You are viewing a plain text version of this content. The canonical link for it is here.
Posted to commits@airflow.apache.org by as...@apache.org on 2021/05/17 16:30:24 UTC

[airflow] branch master updated: Add optional result handler to database hooks (#15581)

This is an automated email from the ASF dual-hosted git repository.

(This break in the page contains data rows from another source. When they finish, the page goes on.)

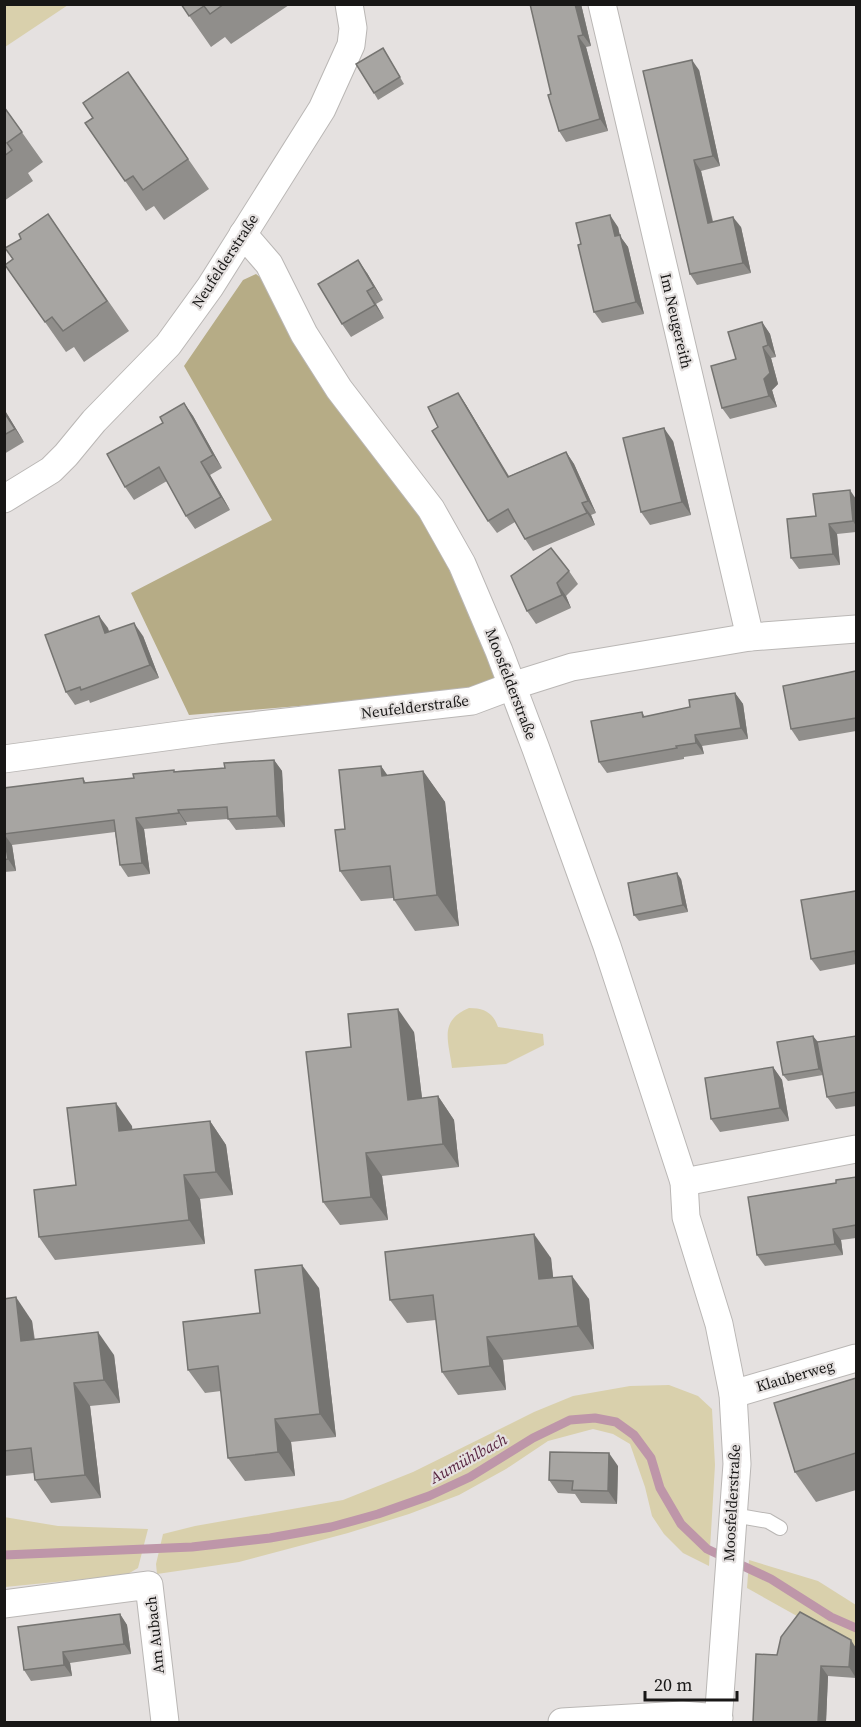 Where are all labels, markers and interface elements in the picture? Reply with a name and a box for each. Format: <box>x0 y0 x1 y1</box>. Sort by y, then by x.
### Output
street label: Neufelderstraße <box>186 209 263 312</box>
street label: Im Neugereith <box>655 271 698 371</box>
street label: Moosfelderstraße <box>481 625 542 743</box>
street label: Neufelderstraße <box>360 689 470 724</box>
street label: Klauberweg <box>753 1354 836 1397</box>
water label: Aumühlbach <box>424 1427 511 1489</box>
street label: Moosfelderstraße <box>718 1444 745 1562</box>
street label: Am Aubach <box>140 1595 169 1675</box>
scale bar <box>645 1664 736 1702</box>
text: 20 m <box>654 1672 692 1697</box> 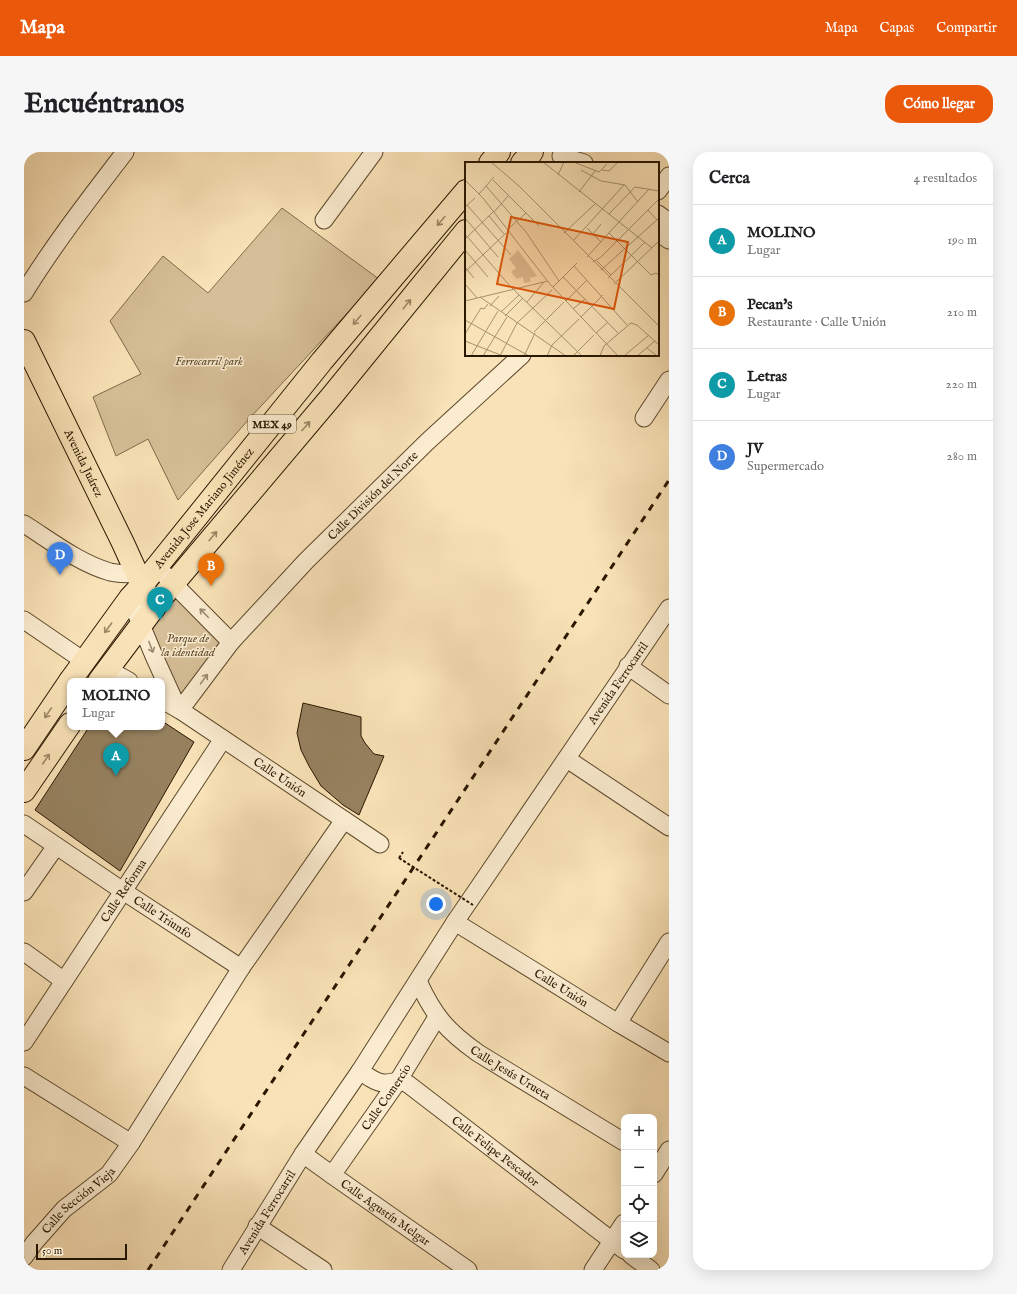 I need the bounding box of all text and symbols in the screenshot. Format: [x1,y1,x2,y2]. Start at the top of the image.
text: Mapa [20,16,65,40]
text: Mapa [825,19,858,37]
text: Capas [880,19,914,37]
text: Compartir [936,19,997,37]
button: Cómo llegar [885,85,993,123]
text: Encuéntranos [24,87,184,122]
inset map [465,162,659,356]
text: Cerca [709,168,750,189]
text: 4 resultados [914,170,977,187]
one-way arrow [436,215,445,226]
text: MOLINO [747,223,816,242]
text: A [718,232,726,249]
text: 190 m [947,232,977,249]
text: Lugar [747,242,780,259]
text: Pecan's [747,295,793,314]
one-way arrow [402,299,411,309]
text: B [718,304,726,321]
text: 210 m [947,304,977,321]
text: Restaurante · Calle Unión [747,314,886,331]
one-way arrow [352,315,361,325]
park label: Ferrocarril park [175,354,243,369]
text: Letras [747,367,787,386]
text: C [717,376,727,393]
text: 220 m [946,376,977,393]
text: Lugar [747,386,780,403]
road number: MEX 49 [248,415,296,433]
one-way arrow [302,420,311,431]
street label: Avenida Juárez [60,426,107,500]
text: JV [747,439,763,458]
street label: Avenida Jose Mariano Jiménez [151,444,258,573]
street label: Calle División del Norte [325,448,422,543]
text: D [717,448,727,465]
text: 280 m [947,448,977,465]
text: Supermercado [747,458,824,475]
one-way arrow [209,530,218,541]
pin: D [47,542,73,575]
pin: B [198,553,224,586]
pin: C [147,587,173,620]
one-way arrow [199,608,209,618]
one-way arrow [104,622,112,633]
park label: Parque de la identidad [161,631,216,660]
street label: Avenida Ferrocarril [584,639,652,728]
one-way arrow [147,641,155,653]
one-way arrow [199,674,208,685]
popup [67,678,165,730]
text: MOLINO [82,686,150,705]
text: Lugar [82,705,115,722]
one-way arrow [44,708,52,719]
pin: A [103,743,129,776]
one-way arrow [42,754,50,765]
street label: Calle Unión [250,754,310,801]
street label: Calle Reforma [98,856,150,925]
street label: Calle Triunfo [130,893,195,942]
your location [426,894,446,914]
street label: Calle Unión [531,966,591,1011]
street label: Calle Jesús Urueta [467,1043,554,1104]
street label: Calle Comercio [359,1061,415,1134]
street label: Calle Felipe Pescador [448,1113,542,1190]
map controls [621,1114,657,1258]
button: + [621,1114,657,1150]
button: − [621,1150,657,1186]
street label: Calle Sección Vieja [39,1164,120,1237]
street label: Avenida Ferrocarril [235,1167,299,1258]
street label: Calle Agustín Melgar [337,1176,433,1250]
button: locate [621,1186,657,1222]
button: layers [621,1222,657,1258]
scale bar [36,1242,127,1261]
text: 50 m [42,1244,62,1258]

ash pushed a commit to branch master
in repository https://gitbox.apache.org/repos/asf/airflow.git


The following commit(s) were added to refs/heads/master by this push:
     new abcd487  Add optional result handler to database hooks (#15581)
abcd487 is described below

commit abcd48731303d9e141bdc94acc2db46d73ccbe12
Author: Malthe Borch <mb...@gmail.com>
AuthorDate: Mon May 17 18:30:05 2021 +0200

    Add optional result handler to database hooks (#15581)
    
    This allows retrieving result rows, or other post-query access
    to the cursor object.
    
    Co-authored-by: Ash Berlin-Taylor <as...@apache.org>
---
 CHANGELOG.txt                                      |  1 +
 airflow/hooks/dbapi.py                             | 41 ++++++++++++++++------
 airflow/providers/oracle/operators/oracle.py       |  2 +-
 tests/hooks/test_dbapi.py                          | 36 ++++++++++++++++++-
 tests/providers/apache/druid/hooks/test_druid.py   |  2 +-
 tests/providers/apache/pinot/hooks/test_pinot.py   |  2 +-
 .../elasticsearch/hooks/test_elasticsearch.py      |  2 +-
 tests/providers/exasol/hooks/test_exasol.py        |  2 +-
 tests/providers/mysql/hooks/test_mysql.py          |  2 +-
 tests/providers/oracle/hooks/test_oracle.py        |  2 +-
 tests/providers/oracle/operators/test_oracle.py    | 10 ++++--
 tests/providers/postgres/hooks/test_postgres.py    |  2 +-
 tests/providers/presto/hooks/test_presto.py        |  2 +-
 tests/providers/snowflake/hooks/test_snowflake.py  |  4 +--
 tests/providers/sqlite/hooks/test_sqlite.py        |  2 +-
 tests/providers/trino/hooks/test_trino.py          |  2 +-
 tests/providers/vertica/hooks/test_vertica.py      |  2 +-
 17 files changed, 88 insertions(+), 28 deletions(-)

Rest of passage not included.